==== Records to process ====

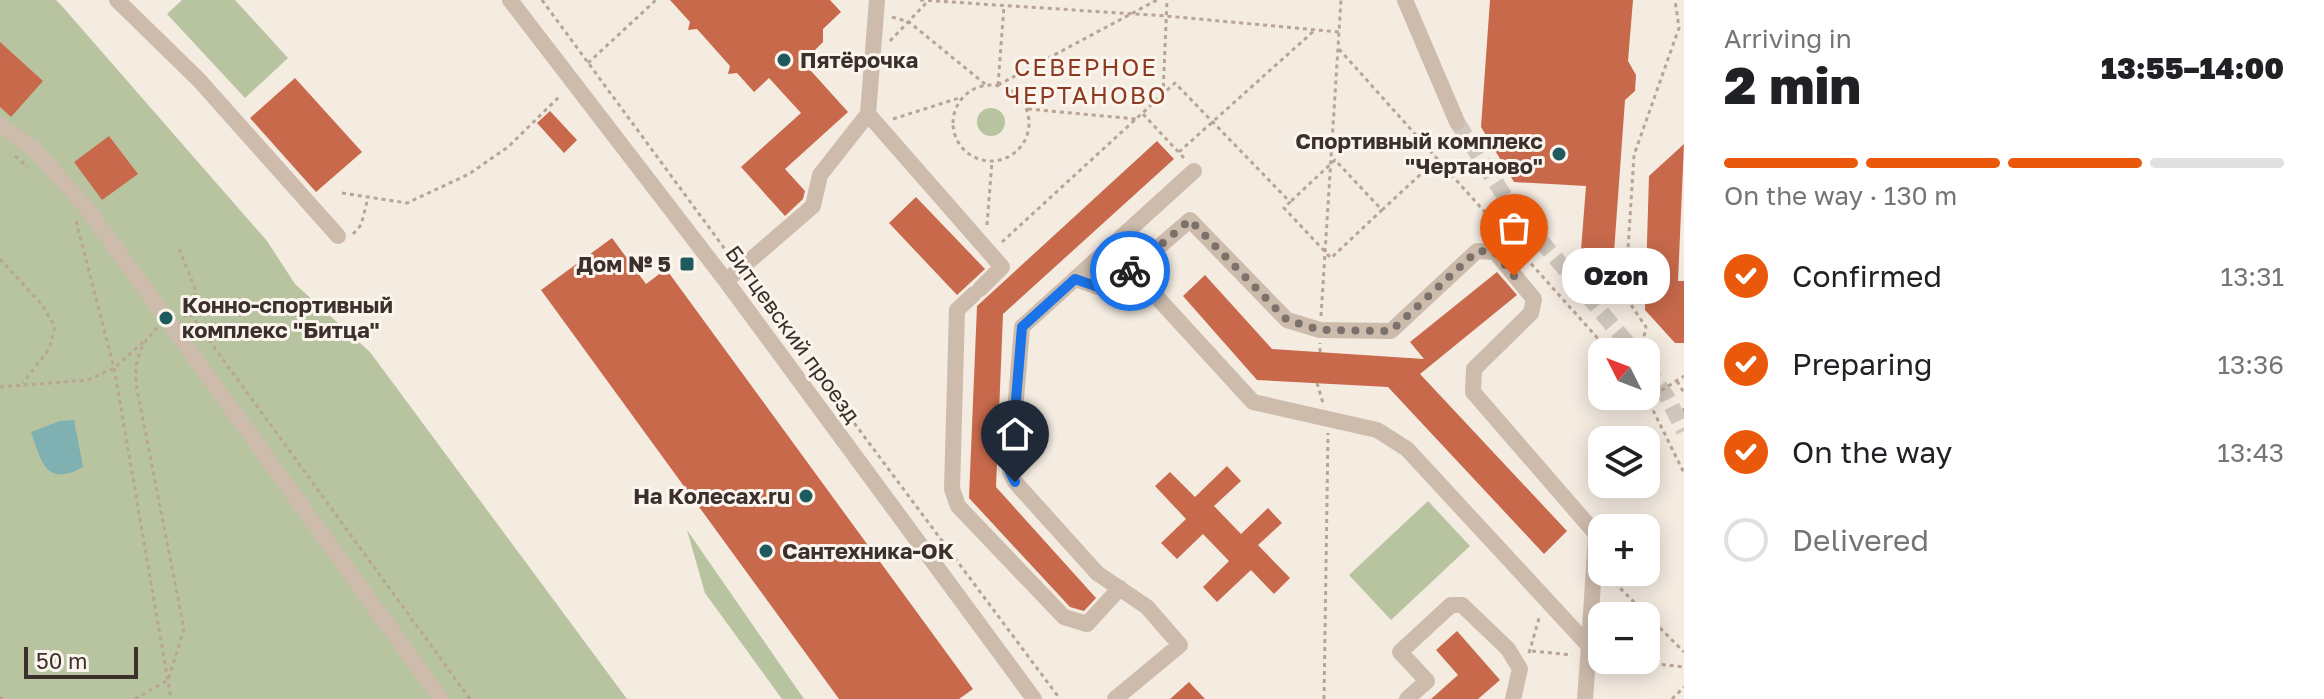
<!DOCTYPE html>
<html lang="en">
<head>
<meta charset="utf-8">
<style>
  body { margin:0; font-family:"Golos Text",sans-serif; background:#f6f6f6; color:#202124; height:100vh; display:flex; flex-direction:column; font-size:30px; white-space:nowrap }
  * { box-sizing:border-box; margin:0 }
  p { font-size:26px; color:#757577 }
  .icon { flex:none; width:44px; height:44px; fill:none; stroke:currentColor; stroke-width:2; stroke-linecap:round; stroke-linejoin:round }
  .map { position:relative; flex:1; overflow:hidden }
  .side { display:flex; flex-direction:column; background:#fff; width:640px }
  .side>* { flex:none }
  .needle { width:52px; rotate:312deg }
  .controls { position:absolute; left:1588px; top:338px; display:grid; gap:16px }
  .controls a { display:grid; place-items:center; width:72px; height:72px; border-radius:16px; background:#fff; box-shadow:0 4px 20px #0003; font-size:40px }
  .scale { position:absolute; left:24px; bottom:20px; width:114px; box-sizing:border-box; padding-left:8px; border:4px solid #3b302b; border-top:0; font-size:22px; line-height:28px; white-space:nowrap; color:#3b302b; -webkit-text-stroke:6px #fbf5ee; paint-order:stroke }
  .pin { position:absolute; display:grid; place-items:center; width:68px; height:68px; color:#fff; margin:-82px -34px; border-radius:50% 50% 50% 0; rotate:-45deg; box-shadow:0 0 8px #0007 }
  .pin .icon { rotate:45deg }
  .courier { position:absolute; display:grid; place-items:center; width:80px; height:80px; margin:-40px; border:6px solid #1a73e8; border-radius:50%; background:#fff; color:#222; box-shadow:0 2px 10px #0007 }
  .bubble { position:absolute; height:56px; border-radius:24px; background:#fff; box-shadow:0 4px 20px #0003; font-size:26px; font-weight:800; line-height:56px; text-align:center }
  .overview em { font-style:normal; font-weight:800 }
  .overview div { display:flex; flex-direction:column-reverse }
  .overview { display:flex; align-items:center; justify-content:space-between; height:136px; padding:0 40px }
  h1 { font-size:52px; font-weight:800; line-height:60px }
  .bar { display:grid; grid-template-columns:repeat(4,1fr); gap:12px 8px; align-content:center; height:96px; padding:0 40px }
  .bar i { height:10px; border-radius:6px; background:#e0e0e0 }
  .bar .active { background:#ea580c }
  .bar p { grid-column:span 4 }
  ol { padding:0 40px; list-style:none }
  li { display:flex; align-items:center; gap:24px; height:88px }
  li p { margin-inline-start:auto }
  li .icon { padding:8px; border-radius:50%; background:#ea580c; color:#fff; stroke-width:4 }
  li:last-child { color:#757577 }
  li i { width:44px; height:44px; border:4px solid #e0e0e0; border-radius:50% }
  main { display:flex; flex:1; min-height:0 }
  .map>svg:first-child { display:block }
  .green { fill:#b8c4a0 }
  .water { fill:#7fb0b2 }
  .building { fill:#c8694b }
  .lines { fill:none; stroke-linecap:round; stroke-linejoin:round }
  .minor-tunnel { stroke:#cfc6bd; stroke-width:16; stroke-dasharray:16 8; stroke-linecap:butt }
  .path { stroke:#b9a596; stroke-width:3; stroke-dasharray:4 4; stroke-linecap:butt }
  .minor { stroke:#cdbbac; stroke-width:16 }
  .done { stroke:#7c716b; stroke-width:8; stroke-dasharray:0 14.4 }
  .route { stroke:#1a73e8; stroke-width:10 }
  .poi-dot { fill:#1f5a5e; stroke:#fbf5ee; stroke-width:3 }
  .labels { text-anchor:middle; stroke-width:6; stroke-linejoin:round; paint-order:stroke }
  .poi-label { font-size:22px; font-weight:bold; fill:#3b302b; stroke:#fbf5ee; text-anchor:start }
  .street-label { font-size:22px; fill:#3b302b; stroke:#fbf5ee }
  .neighbourhood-label { font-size:24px; letter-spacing:2px; fill:#8c3b22; stroke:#fbf5ee }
</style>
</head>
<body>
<main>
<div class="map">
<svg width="1684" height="699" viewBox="0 0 1684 699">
  <rect width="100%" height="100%" fill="#f4ebe1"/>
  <path class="green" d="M0,0h56l5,5 206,236 28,43 75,68 257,347h-627z
    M182,0h53l53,58 -43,40 -78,-84z
    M977 122a14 14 0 1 1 28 0a14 14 0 1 1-28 0Z
    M1428,501l42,45 -79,74 -42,-45z
    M687,530l117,169h-22l-77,-106z"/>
  <path class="water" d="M74,420l9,47c-37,21 -42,-6 -52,-35l29,-11z"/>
  <path class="building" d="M670,0h160l11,12 -18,17v13l-20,20 45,50 -63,57 20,22 -2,8 -18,17 -44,-49 60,-54 -32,-35 -15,14 -17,-19 -9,1 2,-8 -33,-37 -9,1 2,-8z
    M1490,0h143l-5,61 8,14 -1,16 -10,9 -12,166 -33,-3 6,-77 -72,-4 -33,-55z
    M0,42l43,39 -32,36 -11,-10z
    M295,78l67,74 -46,40 -66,-74z
    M550,111l27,29 -13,13 -27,-30z
    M109,136l29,38 -36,26 -28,-38z
    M1157,141l17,18 -171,155 -7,173 100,111 -12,13 -14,-4 -101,-109 8,-192z
    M1684,144l-6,137h6v62h-9l-30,-33 4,-134z
    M916,197l69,72 -28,26 -68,-72z
    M612,238l34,46 20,-15 307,420 -14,10h-120l-298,-409z
    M1497,272l20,23 -97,79 147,157 -23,23 -156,-167 -131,-7 -74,-84 22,-21 67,74 152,10 -14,-17z
    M1227,466l14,15 -27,25 27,28 27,-26 14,15 -24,22 32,33 -16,16 -23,-24 -34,32 -14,-15 26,-26 -26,-27 -26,25 -16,-16 25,-24 -31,-33 15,-14 25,25z
    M1457,631l43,49 -22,19h-47l27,-24 -22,-25z
    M1189,682l16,17h-35z"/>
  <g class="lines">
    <path class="minor-tunnel" d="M1457,122l52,81 126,149
      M1646,366l21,31 17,34"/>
    <path class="path" d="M542,0l188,256
      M920,0l246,16 173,16
      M892,17l17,5 76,62
      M890,41l39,-41
      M1339,49l271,303
      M588,63l68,-63
      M953 123a38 38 0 1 1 76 0a38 38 0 1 1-76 0Z
      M998,85l159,-85
      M998,85l6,-79
      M1163,95l4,-95
      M1028,109l108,10
      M1143,114l41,44
      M893,119l69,-22
      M1179,152l137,-123
      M15,156l13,11
      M342,193l65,10 62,-29 39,-27 53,-52
      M1382,210l55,-51
      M76,221l38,147 57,331
      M987,225l5,-64
      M353,234l8,-9 7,-27
      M1002,242l173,-159 115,119 -6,6 47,50 51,-48 -47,-50 -45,42
      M179,249l17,42 -6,23 -8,3
      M0,259l43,47 12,21 -6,22 -26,34
      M749,282l311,417
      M190,314l280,385
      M1321,316l20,-316
      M1320,352v-9
      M1641,352l5,-25 -21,-31 9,-141 45,-127 -4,-28
      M1677,381l7,12
      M1317,383l6,20
      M0,387l88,-7 26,-12 29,-26
      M1646,396l38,77
      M1648,399l36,-23
      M1684,408v7
      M1609,577l75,75
      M1532,651l40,4
      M1529,653l11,-38
      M1622,660l62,7
      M0,697l3,2
      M135,699l33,-19 16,-51 -48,-245c-2,-24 4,-39 21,-56
      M1324,699l4,-266
      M1672,699l12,-12"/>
    <path class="minor" d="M117,0l82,80 139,156
      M510,0l216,281 308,418
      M1405,0l52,122
      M868,114l9,-114
      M0,125l34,24 52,58 355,492
      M1132,270l58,-50 97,100 33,10 71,1 86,-80 18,1 39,47 -3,14 -57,56 -1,23 123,142 -7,112
      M1075,279l119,-108
      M726,281l87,-75 7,-31 48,-61 134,153 -22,22
      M974,294l-17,16 -5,179 6,17 106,111 23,7 33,-36
      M1115,699l65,-54 -33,-38 -50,-34 -82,-91 -5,-10 12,-145 53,-48 26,9 31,-18 121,132 124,28 30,19 182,197 -4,53
      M1407,699l20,-18 -27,-29 51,-47h11l46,44 12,20 -7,30"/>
  </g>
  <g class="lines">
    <path class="done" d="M1130,271l60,-51 97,100 33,10 71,1 86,-80 18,1 19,24"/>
    <path class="route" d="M1015,482l-5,-10 12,-145 53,-48 26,9 29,-17"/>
  </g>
  <g class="poi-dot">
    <circle cx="784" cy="60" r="8"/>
    <circle cx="1559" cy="154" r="8"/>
    <rect x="679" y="256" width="16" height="16" rx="4"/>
    <circle cx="166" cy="318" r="8"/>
    <circle cx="806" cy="496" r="8"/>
    <circle cx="766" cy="551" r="8"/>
  </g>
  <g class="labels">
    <g class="poi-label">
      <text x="800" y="68">Пятёрочка</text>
      <text x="1543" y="149" text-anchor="end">Спортивный комплекс<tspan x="1543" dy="25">"Чертаново"</tspan></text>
      <text x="671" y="272" text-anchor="end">Дом № 5</text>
      <text x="182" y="313">Конно-спортивный<tspan x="182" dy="25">комплекс "Битца"</tspan></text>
      <text x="790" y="504" text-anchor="end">На Колесах.ru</text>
      <text x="782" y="559">Сантехника-ОК</text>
    </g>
    <g class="street-label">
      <text transform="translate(793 334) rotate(54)" y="8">Битцевский проезд</text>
    </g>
    <g class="neighbourhood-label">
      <text x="1086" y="76">СЕВЕРНОЕ<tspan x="1086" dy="28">ЧЕРТАНОВО</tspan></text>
    </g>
  </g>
</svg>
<div class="controls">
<a><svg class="needle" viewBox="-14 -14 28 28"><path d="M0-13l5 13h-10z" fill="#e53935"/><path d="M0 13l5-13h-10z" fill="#757577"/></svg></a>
<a><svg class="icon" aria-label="layers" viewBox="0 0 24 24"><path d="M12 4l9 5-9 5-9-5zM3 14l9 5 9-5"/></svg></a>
<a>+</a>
<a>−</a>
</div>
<div class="scale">50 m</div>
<div class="pin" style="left:1514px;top:276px;background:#ea580c"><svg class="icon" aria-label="bag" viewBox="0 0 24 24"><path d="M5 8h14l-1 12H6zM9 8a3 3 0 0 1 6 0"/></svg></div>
<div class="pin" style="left:1015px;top:482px;background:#1f2937"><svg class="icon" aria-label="home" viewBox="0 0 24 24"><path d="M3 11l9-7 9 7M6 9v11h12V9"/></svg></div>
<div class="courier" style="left:1130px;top:271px"><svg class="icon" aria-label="bike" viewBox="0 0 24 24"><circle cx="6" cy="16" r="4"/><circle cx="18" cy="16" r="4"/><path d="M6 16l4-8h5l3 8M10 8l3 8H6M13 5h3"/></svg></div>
<div class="bubble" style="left:1562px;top:248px;width:108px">Ozon</div>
</div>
<section class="side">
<div class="overview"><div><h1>2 min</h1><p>Arriving in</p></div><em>13:55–14:00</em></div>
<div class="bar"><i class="active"></i><i class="active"></i><i class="active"></i><i></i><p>On the way · 130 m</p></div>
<ol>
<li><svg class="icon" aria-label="check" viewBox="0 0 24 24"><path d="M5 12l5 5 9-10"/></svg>Confirmed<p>13:31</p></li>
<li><svg class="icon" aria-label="check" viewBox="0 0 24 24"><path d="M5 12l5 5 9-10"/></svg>Preparing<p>13:36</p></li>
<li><svg class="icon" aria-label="check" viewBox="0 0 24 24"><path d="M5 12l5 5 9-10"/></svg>On the way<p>13:43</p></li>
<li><i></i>Delivered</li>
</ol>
</section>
</main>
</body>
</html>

====

**Exercise directions:** Your answer should be the lines above, from the line containing "M1490,0h143l-5,61 8,14 -1,16" up to and including the line containing "M1075,279l119,-108", reproduced exactly and with nothing else.

**Task result:**
    M1490,0h143l-5,61 8,14 -1,16 -10,9 -12,166 -33,-3 6,-77 -72,-4 -33,-55z
    M0,42l43,39 -32,36 -11,-10z
    M295,78l67,74 -46,40 -66,-74z
    M550,111l27,29 -13,13 -27,-30z
    M109,136l29,38 -36,26 -28,-38z
    M1157,141l17,18 -171,155 -7,173 100,111 -12,13 -14,-4 -101,-109 8,-192z
    M1684,144l-6,137h6v62h-9l-30,-33 4,-134z
    M916,197l69,72 -28,26 -68,-72z
    M612,238l34,46 20,-15 307,420 -14,10h-120l-298,-409z
    M1497,272l20,23 -97,79 147,157 -23,23 -156,-167 -131,-7 -74,-84 22,-21 67,74 152,10 -14,-17z
    M1227,466l14,15 -27,25 27,28 27,-26 14,15 -24,22 32,33 -16,16 -23,-24 -34,32 -14,-15 26,-26 -26,-27 -26,25 -16,-16 25,-24 -31,-33 15,-14 25,25z
    M1457,631l43,49 -22,19h-47l27,-24 -22,-25z
    M1189,682l16,17h-35z"/>
  <g class="lines">
    <path class="minor-tunnel" d="M1457,122l52,81 126,149
      M1646,366l21,31 17,34"/>
    <path class="path" d="M542,0l188,256
      M920,0l246,16 173,16
      M892,17l17,5 76,62
      M890,41l39,-41
      M1339,49l271,303
      M588,63l68,-63
      M953 123a38 38 0 1 1 76 0a38 38 0 1 1-76 0Z
      M998,85l159,-85
      M998,85l6,-79
      M1163,95l4,-95
      M1028,109l108,10
      M1143,114l41,44
      M893,119l69,-22
      M1179,152l137,-123
      M15,156l13,11
      M342,193l65,10 62,-29 39,-27 53,-52
      M1382,210l55,-51
      M76,221l38,147 57,331
      M987,225l5,-64
      M353,234l8,-9 7,-27
      M1002,242l173,-159 115,119 -6,6 47,50 51,-48 -47,-50 -45,42
      M179,249l17,42 -6,23 -8,3
      M0,259l43,47 12,21 -6,22 -26,34
      M749,282l311,417
      M190,314l280,385
      M1321,316l20,-316
      M1320,352v-9
      M1641,352l5,-25 -21,-31 9,-141 45,-127 -4,-28
      M1677,381l7,12
      M1317,383l6,20
      M0,387l88,-7 26,-12 29,-26
      M1646,396l38,77
      M1648,399l36,-23
      M1684,408v7
      M1609,577l75,75
      M1532,651l40,4
      M1529,653l11,-38
      M1622,660l62,7
      M0,697l3,2
      M135,699l33,-19 16,-51 -48,-245c-2,-24 4,-39 21,-56
      M1324,699l4,-266
      M1672,699l12,-12"/>
    <path class="minor" d="M117,0l82,80 139,156
      M510,0l216,281 308,418
      M1405,0l52,122
      M868,114l9,-114
      M0,125l34,24 52,58 355,492
      M1132,270l58,-50 97,100 33,10 71,1 86,-80 18,1 39,47 -3,14 -57,56 -1,23 123,142 -7,112
      M1075,279l119,-108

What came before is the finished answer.